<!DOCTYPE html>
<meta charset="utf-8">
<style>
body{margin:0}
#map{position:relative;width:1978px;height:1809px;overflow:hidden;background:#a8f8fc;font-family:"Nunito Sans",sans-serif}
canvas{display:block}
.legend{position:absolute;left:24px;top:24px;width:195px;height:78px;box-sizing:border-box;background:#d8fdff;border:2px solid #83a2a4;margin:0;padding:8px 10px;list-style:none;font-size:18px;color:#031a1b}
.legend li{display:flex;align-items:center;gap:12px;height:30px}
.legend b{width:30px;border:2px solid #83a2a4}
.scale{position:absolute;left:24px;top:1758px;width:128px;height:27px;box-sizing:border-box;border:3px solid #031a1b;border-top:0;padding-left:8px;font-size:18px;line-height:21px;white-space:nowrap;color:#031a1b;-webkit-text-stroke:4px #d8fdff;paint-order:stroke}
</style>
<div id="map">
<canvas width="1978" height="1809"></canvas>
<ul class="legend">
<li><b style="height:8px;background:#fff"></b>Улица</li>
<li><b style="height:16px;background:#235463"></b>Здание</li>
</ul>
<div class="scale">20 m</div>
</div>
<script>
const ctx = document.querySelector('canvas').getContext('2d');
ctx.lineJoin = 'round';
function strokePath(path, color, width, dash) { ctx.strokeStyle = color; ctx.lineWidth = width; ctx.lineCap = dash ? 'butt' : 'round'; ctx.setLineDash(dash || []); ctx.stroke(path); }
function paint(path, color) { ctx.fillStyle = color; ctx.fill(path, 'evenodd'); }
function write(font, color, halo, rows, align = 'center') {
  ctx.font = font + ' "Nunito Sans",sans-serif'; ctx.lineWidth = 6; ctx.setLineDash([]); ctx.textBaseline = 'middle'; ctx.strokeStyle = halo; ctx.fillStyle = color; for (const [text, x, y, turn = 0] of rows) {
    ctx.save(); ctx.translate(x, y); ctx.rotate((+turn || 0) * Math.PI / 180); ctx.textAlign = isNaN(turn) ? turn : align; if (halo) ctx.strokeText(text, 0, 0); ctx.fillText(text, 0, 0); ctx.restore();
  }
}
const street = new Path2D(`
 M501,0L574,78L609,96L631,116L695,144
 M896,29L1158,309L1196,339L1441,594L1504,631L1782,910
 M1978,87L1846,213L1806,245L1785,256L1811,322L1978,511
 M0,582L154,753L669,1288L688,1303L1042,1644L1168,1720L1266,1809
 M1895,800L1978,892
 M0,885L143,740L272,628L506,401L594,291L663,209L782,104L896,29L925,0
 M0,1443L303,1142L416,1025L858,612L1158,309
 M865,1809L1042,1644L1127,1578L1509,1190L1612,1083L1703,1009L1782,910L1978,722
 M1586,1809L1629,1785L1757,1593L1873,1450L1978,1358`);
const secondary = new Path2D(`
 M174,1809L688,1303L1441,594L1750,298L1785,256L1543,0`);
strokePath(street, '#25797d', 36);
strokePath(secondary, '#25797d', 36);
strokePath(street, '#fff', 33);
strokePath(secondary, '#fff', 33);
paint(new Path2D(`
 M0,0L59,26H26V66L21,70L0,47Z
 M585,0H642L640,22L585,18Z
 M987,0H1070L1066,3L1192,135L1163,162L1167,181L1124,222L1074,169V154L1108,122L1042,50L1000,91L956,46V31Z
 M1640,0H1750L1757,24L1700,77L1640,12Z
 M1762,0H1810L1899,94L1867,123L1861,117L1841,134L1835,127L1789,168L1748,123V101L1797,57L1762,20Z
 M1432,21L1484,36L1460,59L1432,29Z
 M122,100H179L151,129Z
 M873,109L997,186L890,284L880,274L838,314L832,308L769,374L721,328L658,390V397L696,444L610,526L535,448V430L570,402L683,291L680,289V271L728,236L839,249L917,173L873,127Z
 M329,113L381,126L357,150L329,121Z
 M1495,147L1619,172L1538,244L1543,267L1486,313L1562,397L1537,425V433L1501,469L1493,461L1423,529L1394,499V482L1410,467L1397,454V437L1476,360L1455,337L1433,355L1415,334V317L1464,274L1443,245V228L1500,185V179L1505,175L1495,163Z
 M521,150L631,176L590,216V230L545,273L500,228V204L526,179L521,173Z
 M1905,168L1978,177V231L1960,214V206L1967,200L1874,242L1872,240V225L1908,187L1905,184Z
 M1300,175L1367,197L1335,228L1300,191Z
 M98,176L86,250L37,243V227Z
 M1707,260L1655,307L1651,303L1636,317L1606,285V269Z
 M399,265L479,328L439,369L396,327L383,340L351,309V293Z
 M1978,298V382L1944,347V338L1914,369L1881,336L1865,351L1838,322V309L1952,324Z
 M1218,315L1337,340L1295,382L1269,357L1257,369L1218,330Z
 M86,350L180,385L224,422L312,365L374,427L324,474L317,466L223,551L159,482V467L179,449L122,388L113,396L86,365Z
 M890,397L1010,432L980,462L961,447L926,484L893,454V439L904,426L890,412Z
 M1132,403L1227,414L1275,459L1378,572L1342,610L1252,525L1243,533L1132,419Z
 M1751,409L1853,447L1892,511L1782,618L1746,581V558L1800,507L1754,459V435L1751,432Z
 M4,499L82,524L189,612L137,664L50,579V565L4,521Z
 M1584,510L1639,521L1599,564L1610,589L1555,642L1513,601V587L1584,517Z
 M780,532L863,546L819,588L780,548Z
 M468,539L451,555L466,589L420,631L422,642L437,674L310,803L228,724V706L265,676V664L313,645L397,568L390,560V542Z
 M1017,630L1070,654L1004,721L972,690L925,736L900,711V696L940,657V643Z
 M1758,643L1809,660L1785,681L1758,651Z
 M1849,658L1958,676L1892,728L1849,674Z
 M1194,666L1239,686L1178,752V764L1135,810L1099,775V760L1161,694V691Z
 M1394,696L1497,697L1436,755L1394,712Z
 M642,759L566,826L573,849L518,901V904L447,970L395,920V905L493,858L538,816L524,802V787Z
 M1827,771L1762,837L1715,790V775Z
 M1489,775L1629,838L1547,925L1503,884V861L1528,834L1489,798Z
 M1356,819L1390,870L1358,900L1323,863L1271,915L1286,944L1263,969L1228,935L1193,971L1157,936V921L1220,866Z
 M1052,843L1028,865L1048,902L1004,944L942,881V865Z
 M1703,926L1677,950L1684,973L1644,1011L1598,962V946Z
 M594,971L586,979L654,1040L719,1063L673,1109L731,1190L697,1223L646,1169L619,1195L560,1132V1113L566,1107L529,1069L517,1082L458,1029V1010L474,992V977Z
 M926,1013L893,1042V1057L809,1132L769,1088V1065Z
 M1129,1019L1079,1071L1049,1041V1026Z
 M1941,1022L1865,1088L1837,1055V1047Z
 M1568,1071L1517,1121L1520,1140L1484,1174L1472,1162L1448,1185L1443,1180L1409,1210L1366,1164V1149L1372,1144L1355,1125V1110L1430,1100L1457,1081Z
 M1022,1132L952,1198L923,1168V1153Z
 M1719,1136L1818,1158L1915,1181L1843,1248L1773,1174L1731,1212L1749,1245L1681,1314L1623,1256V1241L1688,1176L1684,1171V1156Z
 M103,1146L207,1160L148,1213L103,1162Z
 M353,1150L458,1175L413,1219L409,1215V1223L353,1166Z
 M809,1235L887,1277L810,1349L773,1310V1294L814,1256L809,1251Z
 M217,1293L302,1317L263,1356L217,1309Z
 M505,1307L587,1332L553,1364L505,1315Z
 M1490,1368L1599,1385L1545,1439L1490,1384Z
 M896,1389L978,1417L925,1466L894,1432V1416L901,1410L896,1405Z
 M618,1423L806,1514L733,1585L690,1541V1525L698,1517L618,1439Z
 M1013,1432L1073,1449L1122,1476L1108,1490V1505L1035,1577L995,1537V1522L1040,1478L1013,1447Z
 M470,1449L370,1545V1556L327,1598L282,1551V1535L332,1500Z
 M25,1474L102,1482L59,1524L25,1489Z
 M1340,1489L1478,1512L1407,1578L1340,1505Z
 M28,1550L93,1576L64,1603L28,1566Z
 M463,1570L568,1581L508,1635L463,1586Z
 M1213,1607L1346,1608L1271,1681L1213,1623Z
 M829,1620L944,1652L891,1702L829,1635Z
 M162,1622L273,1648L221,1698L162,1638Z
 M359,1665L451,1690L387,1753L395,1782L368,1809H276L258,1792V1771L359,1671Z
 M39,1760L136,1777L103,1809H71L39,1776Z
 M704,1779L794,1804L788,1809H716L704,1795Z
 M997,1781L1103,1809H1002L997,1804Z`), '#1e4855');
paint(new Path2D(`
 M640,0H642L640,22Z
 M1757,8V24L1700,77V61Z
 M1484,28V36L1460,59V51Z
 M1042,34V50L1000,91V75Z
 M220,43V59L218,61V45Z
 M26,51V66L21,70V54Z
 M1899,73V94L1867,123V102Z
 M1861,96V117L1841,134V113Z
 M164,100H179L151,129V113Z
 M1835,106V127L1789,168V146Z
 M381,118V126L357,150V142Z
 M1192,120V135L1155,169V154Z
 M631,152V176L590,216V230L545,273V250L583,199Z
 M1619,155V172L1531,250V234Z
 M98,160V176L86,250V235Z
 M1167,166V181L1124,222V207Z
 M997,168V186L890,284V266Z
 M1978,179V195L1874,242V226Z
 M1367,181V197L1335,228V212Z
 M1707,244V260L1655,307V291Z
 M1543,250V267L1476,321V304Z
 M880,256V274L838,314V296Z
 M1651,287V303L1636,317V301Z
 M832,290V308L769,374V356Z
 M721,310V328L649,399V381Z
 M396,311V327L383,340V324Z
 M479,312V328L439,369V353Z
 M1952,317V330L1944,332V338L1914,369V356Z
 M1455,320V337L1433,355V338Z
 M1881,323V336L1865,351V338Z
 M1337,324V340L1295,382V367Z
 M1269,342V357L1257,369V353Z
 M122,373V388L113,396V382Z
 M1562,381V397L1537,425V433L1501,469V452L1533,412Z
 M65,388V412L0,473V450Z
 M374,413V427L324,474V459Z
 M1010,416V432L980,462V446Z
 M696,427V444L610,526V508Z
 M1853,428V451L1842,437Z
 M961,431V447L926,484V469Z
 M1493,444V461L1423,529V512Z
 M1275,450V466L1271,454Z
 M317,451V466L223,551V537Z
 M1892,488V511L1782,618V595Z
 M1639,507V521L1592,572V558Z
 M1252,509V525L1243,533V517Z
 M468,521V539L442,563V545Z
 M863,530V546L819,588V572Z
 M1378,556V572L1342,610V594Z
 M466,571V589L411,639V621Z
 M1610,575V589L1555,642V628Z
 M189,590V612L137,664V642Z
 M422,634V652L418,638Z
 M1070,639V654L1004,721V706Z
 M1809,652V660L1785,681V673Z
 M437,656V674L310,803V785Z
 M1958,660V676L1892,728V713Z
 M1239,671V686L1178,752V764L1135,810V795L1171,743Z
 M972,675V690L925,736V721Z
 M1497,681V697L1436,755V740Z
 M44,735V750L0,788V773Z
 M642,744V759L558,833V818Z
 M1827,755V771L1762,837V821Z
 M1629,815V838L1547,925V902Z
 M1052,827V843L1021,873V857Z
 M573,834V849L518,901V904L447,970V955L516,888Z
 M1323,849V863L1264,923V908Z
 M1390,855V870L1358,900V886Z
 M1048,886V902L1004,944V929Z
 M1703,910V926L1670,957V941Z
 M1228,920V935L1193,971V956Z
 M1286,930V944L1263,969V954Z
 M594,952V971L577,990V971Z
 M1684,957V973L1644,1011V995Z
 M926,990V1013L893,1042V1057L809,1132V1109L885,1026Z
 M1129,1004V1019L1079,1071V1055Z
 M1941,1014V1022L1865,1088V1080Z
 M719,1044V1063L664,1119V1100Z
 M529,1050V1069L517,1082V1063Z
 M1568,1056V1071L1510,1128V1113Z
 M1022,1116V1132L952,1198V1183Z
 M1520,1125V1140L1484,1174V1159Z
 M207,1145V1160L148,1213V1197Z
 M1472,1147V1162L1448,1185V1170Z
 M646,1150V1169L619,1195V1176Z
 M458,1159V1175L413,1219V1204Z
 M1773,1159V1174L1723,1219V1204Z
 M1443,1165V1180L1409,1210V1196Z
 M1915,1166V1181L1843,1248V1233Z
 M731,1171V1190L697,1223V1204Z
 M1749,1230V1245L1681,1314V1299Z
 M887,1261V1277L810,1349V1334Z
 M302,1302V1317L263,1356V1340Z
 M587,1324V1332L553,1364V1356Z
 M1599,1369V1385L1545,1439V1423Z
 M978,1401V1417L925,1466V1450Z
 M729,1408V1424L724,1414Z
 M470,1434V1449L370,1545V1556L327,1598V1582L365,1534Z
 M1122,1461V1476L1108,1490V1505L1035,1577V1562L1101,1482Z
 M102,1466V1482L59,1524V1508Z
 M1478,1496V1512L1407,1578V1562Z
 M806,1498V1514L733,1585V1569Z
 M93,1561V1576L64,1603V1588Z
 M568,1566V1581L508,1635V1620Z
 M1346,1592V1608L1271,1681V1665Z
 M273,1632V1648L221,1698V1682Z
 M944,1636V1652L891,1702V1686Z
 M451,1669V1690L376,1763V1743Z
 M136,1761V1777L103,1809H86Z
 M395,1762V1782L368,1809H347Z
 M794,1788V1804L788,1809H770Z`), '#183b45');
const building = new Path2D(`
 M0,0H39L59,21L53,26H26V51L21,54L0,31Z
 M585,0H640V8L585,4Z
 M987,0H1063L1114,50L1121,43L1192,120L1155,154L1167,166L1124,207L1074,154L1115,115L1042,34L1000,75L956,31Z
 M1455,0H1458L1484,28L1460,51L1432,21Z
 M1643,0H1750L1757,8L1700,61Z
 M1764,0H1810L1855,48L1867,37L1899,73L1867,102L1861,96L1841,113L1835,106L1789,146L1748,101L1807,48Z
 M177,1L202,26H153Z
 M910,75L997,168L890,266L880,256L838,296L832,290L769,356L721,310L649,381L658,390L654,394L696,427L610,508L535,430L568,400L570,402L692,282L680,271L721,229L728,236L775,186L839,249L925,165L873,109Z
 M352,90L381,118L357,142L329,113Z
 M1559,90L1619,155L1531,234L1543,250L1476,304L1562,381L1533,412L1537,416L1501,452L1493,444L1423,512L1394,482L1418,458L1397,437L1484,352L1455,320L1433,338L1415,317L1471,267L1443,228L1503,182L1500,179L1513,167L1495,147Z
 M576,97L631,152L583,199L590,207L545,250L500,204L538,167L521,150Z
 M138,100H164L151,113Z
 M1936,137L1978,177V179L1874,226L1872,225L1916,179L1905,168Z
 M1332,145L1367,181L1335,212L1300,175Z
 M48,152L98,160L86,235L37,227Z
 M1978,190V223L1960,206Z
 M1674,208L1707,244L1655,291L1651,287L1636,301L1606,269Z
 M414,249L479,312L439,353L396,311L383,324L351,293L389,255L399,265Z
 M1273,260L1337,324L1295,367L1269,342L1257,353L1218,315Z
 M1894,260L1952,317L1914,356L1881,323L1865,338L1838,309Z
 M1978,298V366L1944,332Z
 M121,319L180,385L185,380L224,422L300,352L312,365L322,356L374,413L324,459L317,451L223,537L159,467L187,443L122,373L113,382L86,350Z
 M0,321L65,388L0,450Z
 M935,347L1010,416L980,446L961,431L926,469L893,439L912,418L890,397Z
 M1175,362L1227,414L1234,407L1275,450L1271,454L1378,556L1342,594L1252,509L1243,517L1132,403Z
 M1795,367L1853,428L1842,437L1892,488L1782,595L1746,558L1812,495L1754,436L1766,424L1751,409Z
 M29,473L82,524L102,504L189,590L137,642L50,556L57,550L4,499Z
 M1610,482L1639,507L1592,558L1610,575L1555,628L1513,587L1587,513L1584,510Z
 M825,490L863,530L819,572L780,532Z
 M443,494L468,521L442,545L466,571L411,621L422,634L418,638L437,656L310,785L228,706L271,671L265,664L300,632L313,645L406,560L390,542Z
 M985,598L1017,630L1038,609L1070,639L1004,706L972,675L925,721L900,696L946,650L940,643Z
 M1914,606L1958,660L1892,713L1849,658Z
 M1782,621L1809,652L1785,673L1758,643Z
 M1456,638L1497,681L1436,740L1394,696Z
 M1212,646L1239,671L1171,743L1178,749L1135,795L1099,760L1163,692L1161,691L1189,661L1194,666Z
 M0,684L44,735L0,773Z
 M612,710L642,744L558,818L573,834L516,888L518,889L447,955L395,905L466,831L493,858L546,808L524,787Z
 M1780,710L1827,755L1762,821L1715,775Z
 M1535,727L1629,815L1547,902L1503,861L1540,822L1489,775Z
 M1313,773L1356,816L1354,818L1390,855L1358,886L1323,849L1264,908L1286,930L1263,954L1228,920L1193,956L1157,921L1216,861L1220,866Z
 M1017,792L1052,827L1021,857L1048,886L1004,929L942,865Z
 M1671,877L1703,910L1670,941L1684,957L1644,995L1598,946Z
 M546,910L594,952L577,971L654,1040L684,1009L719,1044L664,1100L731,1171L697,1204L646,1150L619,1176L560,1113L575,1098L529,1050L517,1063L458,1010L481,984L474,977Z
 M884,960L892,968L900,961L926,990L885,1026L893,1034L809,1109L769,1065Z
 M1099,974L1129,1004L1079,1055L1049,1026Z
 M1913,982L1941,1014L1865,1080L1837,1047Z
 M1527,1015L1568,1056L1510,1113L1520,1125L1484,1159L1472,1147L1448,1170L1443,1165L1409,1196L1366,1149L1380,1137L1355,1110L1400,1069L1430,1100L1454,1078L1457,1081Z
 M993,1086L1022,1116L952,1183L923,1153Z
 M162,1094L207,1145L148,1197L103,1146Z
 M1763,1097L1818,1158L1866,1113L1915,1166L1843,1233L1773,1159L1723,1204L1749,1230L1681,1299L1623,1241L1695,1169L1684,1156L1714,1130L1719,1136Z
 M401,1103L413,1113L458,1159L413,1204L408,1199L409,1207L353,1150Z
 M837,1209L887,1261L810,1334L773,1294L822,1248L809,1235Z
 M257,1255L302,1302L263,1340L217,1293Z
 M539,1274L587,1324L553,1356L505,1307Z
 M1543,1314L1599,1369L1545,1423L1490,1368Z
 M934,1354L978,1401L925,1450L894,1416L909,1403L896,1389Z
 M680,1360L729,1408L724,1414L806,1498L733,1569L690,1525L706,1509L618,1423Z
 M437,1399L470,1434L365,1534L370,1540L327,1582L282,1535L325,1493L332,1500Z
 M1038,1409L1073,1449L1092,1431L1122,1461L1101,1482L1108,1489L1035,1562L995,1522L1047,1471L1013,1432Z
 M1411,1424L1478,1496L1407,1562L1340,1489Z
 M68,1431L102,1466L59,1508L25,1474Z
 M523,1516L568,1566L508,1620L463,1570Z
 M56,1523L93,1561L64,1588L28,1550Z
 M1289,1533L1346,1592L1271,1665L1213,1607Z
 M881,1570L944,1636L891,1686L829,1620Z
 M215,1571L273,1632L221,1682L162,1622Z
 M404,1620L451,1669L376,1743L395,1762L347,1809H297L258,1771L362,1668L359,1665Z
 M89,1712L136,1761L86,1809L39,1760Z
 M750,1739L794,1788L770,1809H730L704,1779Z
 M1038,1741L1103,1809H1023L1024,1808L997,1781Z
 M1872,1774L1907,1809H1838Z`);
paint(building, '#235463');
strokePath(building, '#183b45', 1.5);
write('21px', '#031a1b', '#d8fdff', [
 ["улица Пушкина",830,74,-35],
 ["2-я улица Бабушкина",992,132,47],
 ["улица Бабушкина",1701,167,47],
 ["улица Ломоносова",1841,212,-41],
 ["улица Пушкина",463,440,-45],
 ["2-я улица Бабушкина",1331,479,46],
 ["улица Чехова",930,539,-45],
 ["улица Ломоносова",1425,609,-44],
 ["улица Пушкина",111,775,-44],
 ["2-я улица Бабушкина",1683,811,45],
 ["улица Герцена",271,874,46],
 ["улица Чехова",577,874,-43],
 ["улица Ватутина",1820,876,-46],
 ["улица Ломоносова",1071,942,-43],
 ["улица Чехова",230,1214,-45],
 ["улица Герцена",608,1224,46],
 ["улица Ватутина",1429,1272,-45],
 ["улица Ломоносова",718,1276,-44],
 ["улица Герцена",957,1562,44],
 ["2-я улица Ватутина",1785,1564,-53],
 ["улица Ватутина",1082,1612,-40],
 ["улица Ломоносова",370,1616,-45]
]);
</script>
★ ★ ★ ★
• TASK TO CARRY OUT
Please return every line of the records that contains the word "setLineDash".

• SOLUTION TO THIS EXERCISE
function strokePath(path, color, width, dash) { ctx.strokeStyle = color; ctx.lineWidth = width; ctx.lineCap = dash ? 'butt' : 'round'; ctx.setLineDash(dash || []); ctx.stroke(path); }
  ctx.font = font + ' "Nunito Sans",sans-serif'; ctx.lineWidth = 6; ctx.setLineDash([]); ctx.textBaseline = 'middle'; ctx.strokeStyle = halo; ctx.fillStyle = color; for (const [text, x, y, turn = 0] of rows) {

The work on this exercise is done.